[Raw data]:
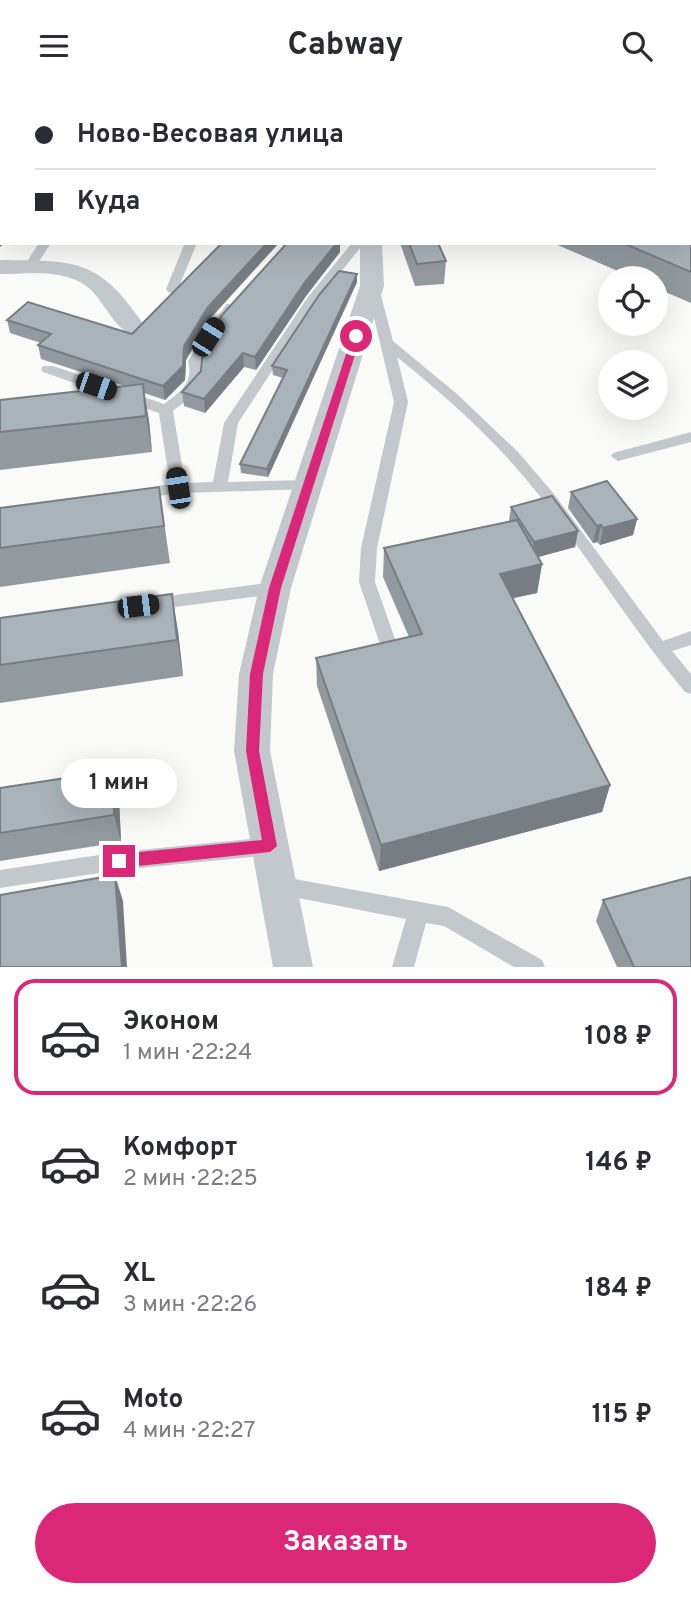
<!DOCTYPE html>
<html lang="ru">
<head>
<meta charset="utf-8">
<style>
  :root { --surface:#fff; --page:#f7f7f7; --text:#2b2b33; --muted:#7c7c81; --line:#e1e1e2; --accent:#db2777 }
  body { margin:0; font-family:Overpass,sans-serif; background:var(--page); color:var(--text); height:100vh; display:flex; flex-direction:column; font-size:26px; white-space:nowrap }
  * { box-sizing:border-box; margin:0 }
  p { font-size:23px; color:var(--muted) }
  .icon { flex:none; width:38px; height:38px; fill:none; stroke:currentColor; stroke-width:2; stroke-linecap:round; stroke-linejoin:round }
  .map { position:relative; height:876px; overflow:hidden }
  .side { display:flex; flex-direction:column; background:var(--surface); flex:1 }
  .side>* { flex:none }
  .hud { position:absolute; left:0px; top:0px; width:691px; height:154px; box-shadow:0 7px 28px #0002; display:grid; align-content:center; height:154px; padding:0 35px; background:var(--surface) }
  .fabs { position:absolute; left:598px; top:175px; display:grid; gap:14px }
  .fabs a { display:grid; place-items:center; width:70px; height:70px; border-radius:50%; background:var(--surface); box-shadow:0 7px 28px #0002; font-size:35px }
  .end { position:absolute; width:32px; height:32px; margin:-16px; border:9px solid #db2777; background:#fff; box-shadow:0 0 0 4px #fff }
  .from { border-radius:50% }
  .bubble { position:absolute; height:49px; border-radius:24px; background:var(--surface); box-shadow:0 7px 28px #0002; font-size:23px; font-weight:700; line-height:49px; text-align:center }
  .car { position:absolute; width:21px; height:42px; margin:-21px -10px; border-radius:9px; box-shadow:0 0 5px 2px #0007; background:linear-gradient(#222 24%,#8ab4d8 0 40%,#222 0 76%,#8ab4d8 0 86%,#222 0) }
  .hud b { display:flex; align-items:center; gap:24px; height:66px; font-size:26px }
  .hud b+b { border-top:2px solid var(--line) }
  .hud i { width:18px; height:18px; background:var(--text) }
  ul { padding:12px 0 0; list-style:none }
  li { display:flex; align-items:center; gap:21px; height:116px; margin:0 14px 10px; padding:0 21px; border:4px solid transparent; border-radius:21px }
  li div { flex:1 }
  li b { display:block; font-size:26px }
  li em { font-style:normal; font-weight:700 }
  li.selected { border-color:var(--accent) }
  li>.icon { width:63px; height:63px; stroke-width:1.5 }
  .button { display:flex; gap:14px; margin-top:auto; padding:14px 35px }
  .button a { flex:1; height:80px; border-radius:42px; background:var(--accent); color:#fff; font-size:28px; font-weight:700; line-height:80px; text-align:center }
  header { display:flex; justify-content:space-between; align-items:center; height:91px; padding:0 35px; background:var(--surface); font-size:32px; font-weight:700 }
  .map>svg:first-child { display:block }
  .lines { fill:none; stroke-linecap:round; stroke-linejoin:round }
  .service { fill:#c3c8cc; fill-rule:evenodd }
  .minor { fill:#c3c8cc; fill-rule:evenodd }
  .wall { fill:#929a9f }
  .shaded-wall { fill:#777d82 }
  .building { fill:#aab3b9; stroke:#777d82; stroke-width:2 }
  .route { fill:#db2777 }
</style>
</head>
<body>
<header><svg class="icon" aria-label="menu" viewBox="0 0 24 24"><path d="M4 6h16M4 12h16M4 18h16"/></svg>Cabway<svg class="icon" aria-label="search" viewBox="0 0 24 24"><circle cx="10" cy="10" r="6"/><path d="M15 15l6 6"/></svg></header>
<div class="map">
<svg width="691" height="876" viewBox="0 0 691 876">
  <rect width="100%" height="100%" fill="#fafaf8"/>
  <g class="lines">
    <path class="service" d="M633,0H651L632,2Z
      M660,0H691V3L661,2Z
      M39,152H51L34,178H26L24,175Z
      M185,152H197L178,198L172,202L168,201L166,198Z
      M352,152H364L317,211L238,332L228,391L309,389L314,390L317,394L314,398L178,402L140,408L135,407L132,403L135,399L170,393L159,322L43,281L41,278L43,275H53L164,313C180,301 194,292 188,270L207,239L227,213H237L238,216L216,244L202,270C209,294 190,307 173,320L185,392L213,391L224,332L308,206Z
      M373,193L379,197L393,250L457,303L518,361L554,403L663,550L691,540V554L672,560L691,583V603L685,601C628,533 582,455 525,387C487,342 443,303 397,266L408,311L377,457L375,491L396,551L393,556H381L359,491L361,457L394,311L367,197Z
      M691,341V351L618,370L611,365L613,362Z
      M275,491L281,493L283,497L281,501L275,503L152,519L146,517L144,513L146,509L152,507Z
      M270,746L277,749L280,755L277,761L270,764L119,779L0,797V779L119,761Z
      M278,785L448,816L542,869L545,876H514L444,835L426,832L414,876H392L406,828L278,803L271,801L268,794L271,787Z"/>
    <path class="minor" d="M347,0H370L371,2H348Z
      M690,91H691V104H690Z
      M360,152H382L384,195L291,497L273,583L270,660L313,876H273L234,660L239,583L259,497L360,195Z
      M0,169C81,170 99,168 147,238L144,243C118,250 107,213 90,198C66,177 29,183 0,183Z"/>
  </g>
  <path class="wall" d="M691,0V46H690V2Z
    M2,7V48L0,42V8Z
    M691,139V212L656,197V187H634L553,152H690Z
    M340,152V161L306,205L256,279L244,276L205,322L184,315L182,301L201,280Z
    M400,152H438L446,170L444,193L415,195Z
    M357,183V191L268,386L241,382L240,373L283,287L273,284L272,275Z
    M7,229L132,243L209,229L186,269L185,289L165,309L144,302L149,330L152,361L0,379V309L124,295L41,268L38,254L41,252L10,242Z
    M159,396L170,472L0,496V417Z
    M571,401L637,428L633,444L600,454L597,451L593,452L568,417Z
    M511,416L578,440L575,456L538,466L542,473L537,502L513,507L610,694L602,721L379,780L317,595L316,567L409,546L383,486L384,457L509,430Z
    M0,527L178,540L183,585L0,612Z
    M0,697L119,708L121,751L0,770Z
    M603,809L691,876H617L596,830Z"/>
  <path class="shaded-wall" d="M318,0H335L333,2H315Z
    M2,129V152H5L0,156V130Z
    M267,152H279L209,229L186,269L185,289L165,309L163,295L184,255L208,216Z
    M333,152H340V161L306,205L256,279L255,266L305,191Z
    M357,183V191L268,386L267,378Z
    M243,262L244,276L205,322L204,308Z
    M143,293L149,330L152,361L146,325Z
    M637,428L633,444L600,454L603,437Z
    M601,434L597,451L593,452L597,435Z
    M578,440L575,456L531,468L534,451Z
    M542,473L537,502L496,511L500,483Z
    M172,503L178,540L183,585L177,549Z
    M112,680L119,708L121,751L114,724Z
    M610,694L602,721L379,780L381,754Z
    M115,784L123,810L127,876H122Z"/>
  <path class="building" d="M14,0H318L315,2H11Z
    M690,0H691V27L690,26L689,2Z
    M2,7V27L0,25V8Z
    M0,117L2,118V129L0,130Z
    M690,139H691V181L623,152H690Z
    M222,152H267L208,216L184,255L183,275L163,295L38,254L51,243L7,229L28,211L132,243Z
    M287,152H337L305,191L255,266L243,262L204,308L182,301L201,280L203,257L222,224Z
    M409,152H438L446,170L417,173Z
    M339,180L357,183L267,378L240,373L287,279L272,275L319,204Z
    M143,293L146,325L0,341V309Z
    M607,390L637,428L603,437L601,434L597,435L571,401Z
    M159,396L164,435L0,457V417Z
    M552,405L578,440L534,451L511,416Z
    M517,429L542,473L500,483L610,694L381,754L316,567L422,543L384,457Z
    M172,503L177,549L0,574V527Z
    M112,680L114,724L0,742V697Z
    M115,784L122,876H0V804Z
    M691,786V876H634L603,809Z"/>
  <path class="route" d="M356,242L361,245L281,497L263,583L259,660L277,755L270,761L119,777L114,775L112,770L119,763L262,749L246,660L250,583L269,497L352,245Z"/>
</svg>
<div class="fabs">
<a><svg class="icon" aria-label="locate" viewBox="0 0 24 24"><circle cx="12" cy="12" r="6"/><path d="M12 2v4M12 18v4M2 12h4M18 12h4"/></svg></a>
<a><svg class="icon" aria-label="layers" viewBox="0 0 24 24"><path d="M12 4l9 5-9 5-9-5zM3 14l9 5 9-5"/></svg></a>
</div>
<i class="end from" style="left:356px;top:245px"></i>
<i class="end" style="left:119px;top:770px"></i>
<div class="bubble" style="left:61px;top:668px;width:116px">1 мин</div>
<i class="car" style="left:208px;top:246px;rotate:32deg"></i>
<i class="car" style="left:96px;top:295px;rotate:109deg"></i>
<i class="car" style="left:178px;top:397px;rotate:351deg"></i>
<i class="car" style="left:138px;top:515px;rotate:83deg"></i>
<div class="hud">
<b><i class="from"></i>Ново-Весовая улица</b>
<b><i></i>Куда</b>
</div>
</div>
<section class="side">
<ul>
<li class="selected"><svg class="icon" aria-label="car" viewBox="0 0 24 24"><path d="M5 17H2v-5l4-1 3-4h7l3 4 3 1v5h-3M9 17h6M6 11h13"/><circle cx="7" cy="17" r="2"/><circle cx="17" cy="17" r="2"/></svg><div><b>Эконом</b><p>1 мин · 22:24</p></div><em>108 ₽</em></li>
<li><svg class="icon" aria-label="car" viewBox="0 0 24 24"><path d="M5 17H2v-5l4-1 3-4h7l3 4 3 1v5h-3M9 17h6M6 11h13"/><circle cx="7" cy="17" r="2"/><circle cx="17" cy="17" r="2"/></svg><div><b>Комфорт</b><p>2 мин · 22:25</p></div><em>146 ₽</em></li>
<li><svg class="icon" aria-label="car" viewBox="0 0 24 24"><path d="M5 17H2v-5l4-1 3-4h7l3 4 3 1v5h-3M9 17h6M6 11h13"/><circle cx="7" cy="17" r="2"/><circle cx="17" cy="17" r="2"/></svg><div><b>XL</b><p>3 мин · 22:26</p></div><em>184 ₽</em></li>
<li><svg class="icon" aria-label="car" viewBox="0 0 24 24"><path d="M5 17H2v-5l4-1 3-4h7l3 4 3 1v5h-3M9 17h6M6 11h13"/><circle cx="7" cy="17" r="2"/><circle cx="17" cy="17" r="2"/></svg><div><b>Moto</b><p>4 мин · 22:27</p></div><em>115 ₽</em></li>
</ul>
<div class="button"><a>Заказать</a></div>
</section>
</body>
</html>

[Your objective]:
Only the lines from the start of the records above through the line containing "position:absolute; left:598px; top:175px;" should be returned, exactly and with both ends, please; the pictures stay out.

[Finished task]:
<!DOCTYPE html>
<html lang="ru">
<head>
<meta charset="utf-8">
<style>
  :root { --surface:#fff; --page:#f7f7f7; --text:#2b2b33; --muted:#7c7c81; --line:#e1e1e2; --accent:#db2777 }
  body { margin:0; font-family:Overpass,sans-serif; background:var(--page); color:var(--text); height:100vh; display:flex; flex-direction:column; font-size:26px; white-space:nowrap }
  * { box-sizing:border-box; margin:0 }
  p { font-size:23px; color:var(--muted) }
  .icon { flex:none; width:38px; height:38px; fill:none; stroke:currentColor; stroke-width:2; stroke-linecap:round; stroke-linejoin:round }
  .map { position:relative; height:876px; overflow:hidden }
  .side { display:flex; flex-direction:column; background:var(--surface); flex:1 }
  .side>* { flex:none }
  .hud { position:absolute; left:0px; top:0px; width:691px; height:154px; box-shadow:0 7px 28px #0002; display:grid; align-content:center; height:154px; padding:0 35px; background:var(--surface) }
  .fabs { position:absolute; left:598px; top:175px; display:grid; gap:14px }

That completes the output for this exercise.